Are Schools Doing Enough?
Content warning: suicide. If you or someone you know is struggling with thoughts of suicide, you can call the National Suicide Prevention Lifeline at 800-273-8255.
In the middle of October, the University of North Carolina at Chapel Hill canceled classes to provide a mental health day to a struggling campus population.
In a statement on October 10th, Chancellor Kevin Guskiewicz wrote, “We are in the middle of a mental health crisis, both on our campus and across the nation, and we are aware that college-aged students carry an increased risk of suicide”.
This statement came following a tragic weekend on UNC’s campus. The police department’s crime log notes the death of a student living on campus on Saturday, October 9th. By early that Sunday, another student had attempted suicide.
As the spotlight is aimed at UNC’s mental health response, the gap between what students need and what the university provides has become apparent. According to a report by WRAL, “students at UNC-Chapel Hill have said issues exacerbating mental health have been mounting this year.” The stressors of the pandemic in conjunction with the pressure of college create an untenable situation for a population that is already predisposed to anxiety disorders and major depression, says Dr. James Rachal, chairman of the department of psychiatry & psychiatrist at Charlotte-based Atrium Health Behavioral Health Services.
While students have access to resources such as UNC Counseling and Psychological Services (frequently referred to as CAPS), many online report difficulty dealing with CAPS and getting the help they need.

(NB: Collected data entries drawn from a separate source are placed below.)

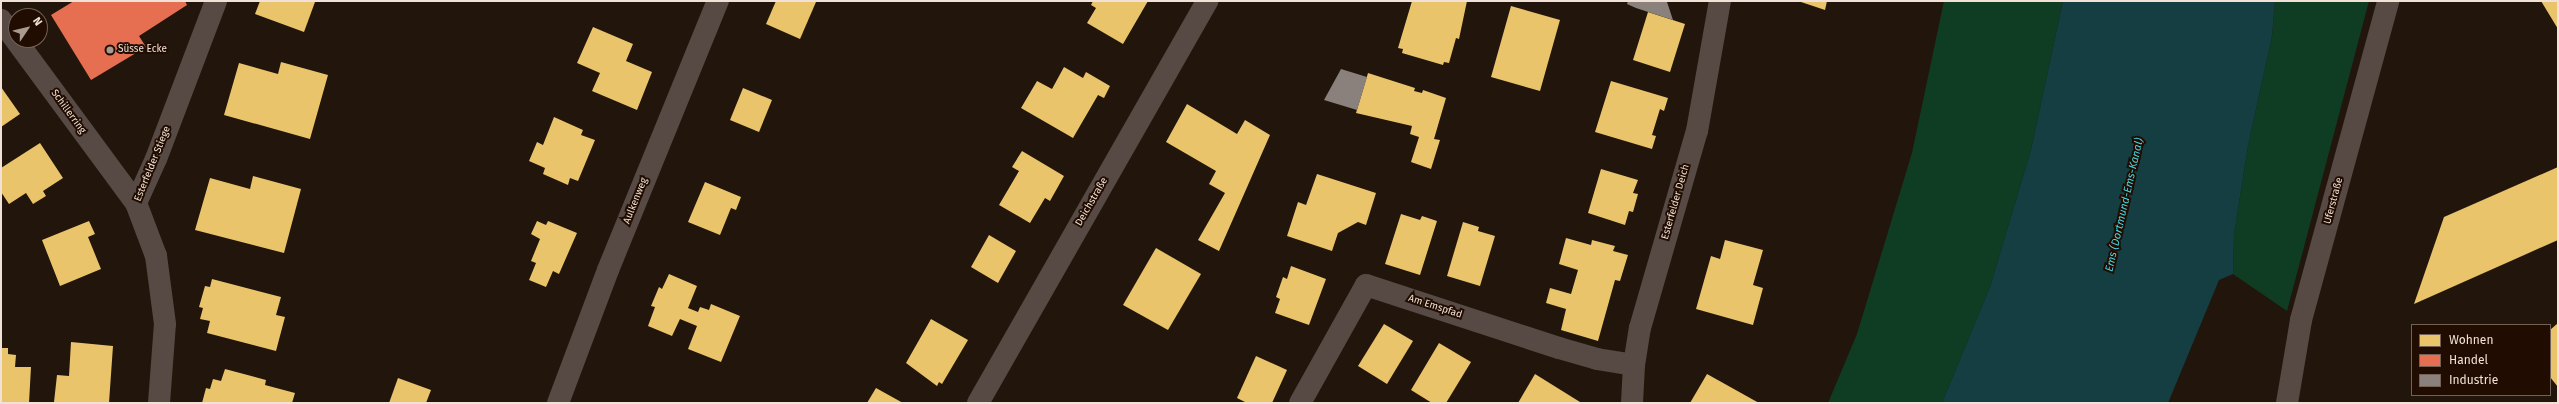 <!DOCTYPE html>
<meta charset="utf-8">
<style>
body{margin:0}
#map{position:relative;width:2559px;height:404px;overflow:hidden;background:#22160c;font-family:"Fira Sans",sans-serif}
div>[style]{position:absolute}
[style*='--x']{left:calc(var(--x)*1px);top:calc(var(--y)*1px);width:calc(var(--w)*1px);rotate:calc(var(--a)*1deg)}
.green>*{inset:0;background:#0e3d24}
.water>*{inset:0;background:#143e42}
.homes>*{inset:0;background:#e9c46a}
.shops>*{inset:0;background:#e76f51}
.industry>*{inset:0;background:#8a817c}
.street>*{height:22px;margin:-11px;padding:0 11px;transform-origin:11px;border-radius:11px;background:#574a45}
.dots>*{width:11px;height:11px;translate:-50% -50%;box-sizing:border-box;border:2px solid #200c00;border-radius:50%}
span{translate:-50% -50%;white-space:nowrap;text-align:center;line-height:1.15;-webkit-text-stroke:4px #200c00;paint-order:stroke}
.poi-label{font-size:10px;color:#f1e1d6}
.left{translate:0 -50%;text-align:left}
.street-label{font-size:10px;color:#f1e1d6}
.water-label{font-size:11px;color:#44dcea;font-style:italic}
.frame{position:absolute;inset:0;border:2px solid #f1e1d6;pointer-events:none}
.legend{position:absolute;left:2411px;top:324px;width:140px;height:72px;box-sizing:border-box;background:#200c00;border:1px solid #746156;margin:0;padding:5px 7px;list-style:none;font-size:12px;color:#f1e1d6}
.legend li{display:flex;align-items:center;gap:8px;height:20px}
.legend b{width:20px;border:1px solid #746156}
.north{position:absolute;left:8px;top:8px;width:40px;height:40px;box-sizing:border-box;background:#200c00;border:1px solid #746156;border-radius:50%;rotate:55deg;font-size:11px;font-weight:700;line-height:16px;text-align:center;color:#f1e1d6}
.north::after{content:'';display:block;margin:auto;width:14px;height:18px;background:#a99a8f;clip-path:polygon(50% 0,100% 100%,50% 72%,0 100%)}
</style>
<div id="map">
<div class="green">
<div style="clip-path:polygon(1944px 1px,2063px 1px,2031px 150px,1990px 287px,1942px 403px,1828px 403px,1857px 334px,1912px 153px)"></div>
<div style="clip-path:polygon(2275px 1px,2369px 1px,2287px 311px,2233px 274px,2234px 234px,2248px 146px,2272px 36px)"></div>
</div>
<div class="water">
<div style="clip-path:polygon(2063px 1px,2275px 1px,2272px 36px,2248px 146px,2234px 234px,2233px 274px,2219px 280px,2168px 403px,1942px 403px,1990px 287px,2031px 150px)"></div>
</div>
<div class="homes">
<div style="clip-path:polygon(260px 1px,314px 1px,315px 2px,304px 32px,255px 14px)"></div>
<div style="clip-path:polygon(776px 1px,816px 2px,800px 39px,766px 24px)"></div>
<div style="clip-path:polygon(1093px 1px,1148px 1px,1123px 44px,1087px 23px,1096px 8px,1091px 5px)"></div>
<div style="clip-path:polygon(1412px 1px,1467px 1px,1459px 39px,1456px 38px,1449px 63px,1444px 62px,1443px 65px,1402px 53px,1403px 49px,1398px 48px)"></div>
<div style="clip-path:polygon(1798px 1px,1827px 1px,1825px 10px)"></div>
<div style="clip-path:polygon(2541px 1px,2558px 1px,2558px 29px)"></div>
<div style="clip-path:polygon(1511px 6px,1560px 20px,1540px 91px,1491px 77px)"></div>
<div style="clip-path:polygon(1648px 12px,1685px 24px,1670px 72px,1633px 60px)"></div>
<div style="clip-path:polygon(593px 27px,633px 44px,626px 61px,652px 72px,637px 110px,592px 91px,600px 73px,577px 63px)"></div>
<div style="clip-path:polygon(281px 62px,328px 75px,310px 139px,224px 115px,239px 63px,278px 74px)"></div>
<div style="clip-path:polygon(1064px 67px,1083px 78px,1086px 72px,1110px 86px,1104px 98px,1098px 95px,1073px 138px,1021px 108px,1037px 81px,1052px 89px)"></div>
<div style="clip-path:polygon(1368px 73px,1415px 88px,1414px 91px,1422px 93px,1423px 90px,1446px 98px,1434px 139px,1440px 140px,1431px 169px,1411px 162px,1419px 137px,1410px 134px,1412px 126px,1356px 113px)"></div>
<div style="clip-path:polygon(1611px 81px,1668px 98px,1664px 111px,1660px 109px,1652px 135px,1656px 136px,1652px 149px,1595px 132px)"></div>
<div style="clip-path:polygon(1px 87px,20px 114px,1px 127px)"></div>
<div style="clip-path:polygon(743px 88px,772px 100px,759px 132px,730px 120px)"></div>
<div style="clip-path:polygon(1187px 104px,1237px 134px,1245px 120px,1270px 135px,1219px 251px,1198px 240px,1225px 193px,1209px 184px,1216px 171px,1166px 142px)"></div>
<div style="clip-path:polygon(554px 117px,583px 130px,581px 135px,595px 140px,578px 181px,570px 178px,568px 185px,543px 174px,545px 168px,529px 161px,537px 142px,543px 145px)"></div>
<div style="clip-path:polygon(40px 143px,63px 178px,43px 191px,46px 196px,33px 204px,26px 193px,9px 204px,1px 192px,1px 168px)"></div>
<div style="clip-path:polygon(1022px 151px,1064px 176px,1050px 201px,1045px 198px,1030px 223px,999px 205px,1019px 171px,1012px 167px)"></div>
<div style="clip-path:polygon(2558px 167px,2558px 240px,2414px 304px,2444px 217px)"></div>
<div style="clip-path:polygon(1601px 169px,1638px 180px,1633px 193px,1638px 194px,1633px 212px,1629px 211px,1625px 225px,1588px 213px)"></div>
<div style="clip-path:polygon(1317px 174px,1376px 193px,1366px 225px,1358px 222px,1338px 233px,1332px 251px,1287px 236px,1298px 202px,1306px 205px)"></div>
<div style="clip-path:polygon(253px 176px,301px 189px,284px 253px,195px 230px,210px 178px,250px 189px)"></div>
<div style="clip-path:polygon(705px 182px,741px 197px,736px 210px,731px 208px,720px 235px,688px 222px)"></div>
<div style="clip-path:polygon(1401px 214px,1420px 220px,1422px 216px,1437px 221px,1420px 275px,1385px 264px)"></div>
<div style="clip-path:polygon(89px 221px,95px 234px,88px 237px,101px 269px,60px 286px,42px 240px)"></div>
<div style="clip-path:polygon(537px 221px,546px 225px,548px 221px,577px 233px,559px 274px,553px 271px,546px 287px,529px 280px,536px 263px,531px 261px,540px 239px,531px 234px)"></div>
<div style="clip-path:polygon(1463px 222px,1479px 227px,1478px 231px,1495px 236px,1480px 286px,1447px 276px)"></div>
<div style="clip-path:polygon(989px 235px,1016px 251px,998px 283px,971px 267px)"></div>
<div style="clip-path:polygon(1566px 238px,1591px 245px,1592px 240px,1615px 246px,1613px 251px,1628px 255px,1620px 281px,1615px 280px,1598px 341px,1561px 330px,1566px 309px,1546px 303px,1550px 288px,1571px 294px,1578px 270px,1559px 264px)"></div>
<div style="clip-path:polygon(1725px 240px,1763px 250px,1753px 285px,1763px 288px,1753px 325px,1696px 309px,1711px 256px,1720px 259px)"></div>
<div style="clip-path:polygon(1156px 248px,1201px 274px,1168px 330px,1123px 305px)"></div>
<div style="clip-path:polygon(1291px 266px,1326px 279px,1309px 325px,1275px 313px,1280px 299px,1276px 297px,1283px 277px,1287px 279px)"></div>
<div style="clip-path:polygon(669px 274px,697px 286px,688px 308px,698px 312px,700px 307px,709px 310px,711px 304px,740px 316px,721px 362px,688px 349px,697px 326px,680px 319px,672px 336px,648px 326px,655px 307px,651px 306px,659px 287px,662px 289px)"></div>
<div style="clip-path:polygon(212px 279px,281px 297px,276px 315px,285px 317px,276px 351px,207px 333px,210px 321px,200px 319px,203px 308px,199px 307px,205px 286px,210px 287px)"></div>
<div style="clip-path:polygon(931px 319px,968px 340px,942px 384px,939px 382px,937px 386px,906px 363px)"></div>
<div style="clip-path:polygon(2558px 323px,2558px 387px,2550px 377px,2550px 330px)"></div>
<div style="clip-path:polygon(1384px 324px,1413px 341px,1387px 384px,1358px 366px)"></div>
<div style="clip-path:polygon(71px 342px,113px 346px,109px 403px,54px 402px,57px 375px,69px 376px)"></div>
<div style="clip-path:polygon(1439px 343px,1471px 362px,1446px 403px,1432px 403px,1411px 390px)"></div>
<div style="clip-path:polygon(1px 348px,8px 348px,8px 354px,16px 355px,15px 367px,31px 367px,29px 403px,1px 403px)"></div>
<div style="clip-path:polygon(1256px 356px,1287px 370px,1272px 403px,1247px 403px,1237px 398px)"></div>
<div style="clip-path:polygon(225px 369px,266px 380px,265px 385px,295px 393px,292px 403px,202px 403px,206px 388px,210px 389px,213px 379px,221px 381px)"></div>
<div style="clip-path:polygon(1535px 374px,1580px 402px,1579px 403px,1518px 403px)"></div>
<div style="clip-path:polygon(1707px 374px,1759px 403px,1690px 403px)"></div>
<div style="clip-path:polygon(398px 378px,431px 390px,426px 403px,389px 403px)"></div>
<div style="clip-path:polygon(876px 388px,903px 403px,867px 403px)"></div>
</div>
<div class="shops">
<div style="clip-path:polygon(74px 1px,185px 1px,187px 5px,139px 36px,146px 47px,91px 80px,51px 15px)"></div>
</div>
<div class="industry">
<div style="clip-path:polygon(1628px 1px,1667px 2px,1673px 20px,1636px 8px,1627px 4px)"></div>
<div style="clip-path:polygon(1341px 69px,1367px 77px,1357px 110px,1324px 100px)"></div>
</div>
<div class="street">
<div style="--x:1;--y:20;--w:227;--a:53.6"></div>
<div style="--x:159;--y:403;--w:79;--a:-85.7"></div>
<div style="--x:165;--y:324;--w:69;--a:-97.5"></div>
<div style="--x:156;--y:256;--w:57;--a:-110.7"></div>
<div style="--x:136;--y:203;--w:48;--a:-65.6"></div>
<div style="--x:156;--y:159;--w:169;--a:-69.2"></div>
<div style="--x:558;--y:403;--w:142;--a:-69.4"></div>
<div style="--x:608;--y:270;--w:291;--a:-67.8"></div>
<div style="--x:978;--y:403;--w:463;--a:-60.3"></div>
<div style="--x:1300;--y:403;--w:135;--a:-60.8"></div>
<div style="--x:1366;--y:285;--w:203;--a:18.1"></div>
<div style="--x:1559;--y:348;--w:40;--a:16"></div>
<div style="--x:1597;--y:359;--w:37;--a:9"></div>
<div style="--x:1632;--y:403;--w:38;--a:-87"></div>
<div style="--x:1634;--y:365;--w:37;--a:-81"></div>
<div style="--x:1640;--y:328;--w:205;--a:-73.9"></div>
<div style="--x:1697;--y:131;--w:132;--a:-80"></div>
<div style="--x:2287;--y:403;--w:84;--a:-80.4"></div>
<div style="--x:2301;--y:320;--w:331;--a:-74.7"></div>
</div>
<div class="dots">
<div style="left:110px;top:50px;background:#a99a8f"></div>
</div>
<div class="poi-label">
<span class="left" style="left:118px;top:50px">Süsse Ecke</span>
</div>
<div class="street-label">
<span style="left:68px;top:112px;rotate:54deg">Schillerring</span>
<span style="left:153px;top:164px;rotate:-68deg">Esterfelder Stiege</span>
<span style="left:636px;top:201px;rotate:-68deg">Aulkenweg</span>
<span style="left:2334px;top:201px;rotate:-75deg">Uferstraße</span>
<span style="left:1092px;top:202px;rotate:-60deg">Deichstraße</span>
<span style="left:1676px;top:202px;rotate:-74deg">Esterfelder Deich</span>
<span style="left:1435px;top:307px;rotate:18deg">Am Emspfad</span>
</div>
<div class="water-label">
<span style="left:2125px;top:205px;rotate:-77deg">Ems (Dortmund-Ems-Kanal)</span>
</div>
<div class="frame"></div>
<ul class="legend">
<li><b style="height:11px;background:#e9c46a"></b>Wohnen</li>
<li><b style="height:11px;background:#e76f51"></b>Handel</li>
<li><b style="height:11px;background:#8a817c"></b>Industrie</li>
</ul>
<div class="north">N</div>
</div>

Other campus resources, such as Healthy Heels, stress talking about feelings of grief or overwhelm with peers, while providing lists of organizations and other resources available for students. In an Instagram post welcoming students back from fall break, Healthy Heels acknowledges the difficulties of the year:
As UNC and other universities throughout the country tackle systemic mental health issues on their campuses, know that help is available for you or someone you love:
Call 911 if you or someone you know is in immediate danger or go to the nearest emergency room.
Call 1-800-273-TALK (8255); En español 1-888-628-9454
Use Lifeline Chat on the web
The Lifeline is a free, confidential crisis service that is available to everyone 24 hours a day, seven days a week. The Lifeline connects people to the nearest crisis center in the Lifeline national network. These centers provide crisis counseling and mental health referrals.
Text “HELLO” to 741741
The Crisis Text hotline is available 24 hours a day, seven days a week throughout the U.S. The Crisis Text Line serves anyone, in any type of crisis, connecting them with a crisis counselor who can provide support and information.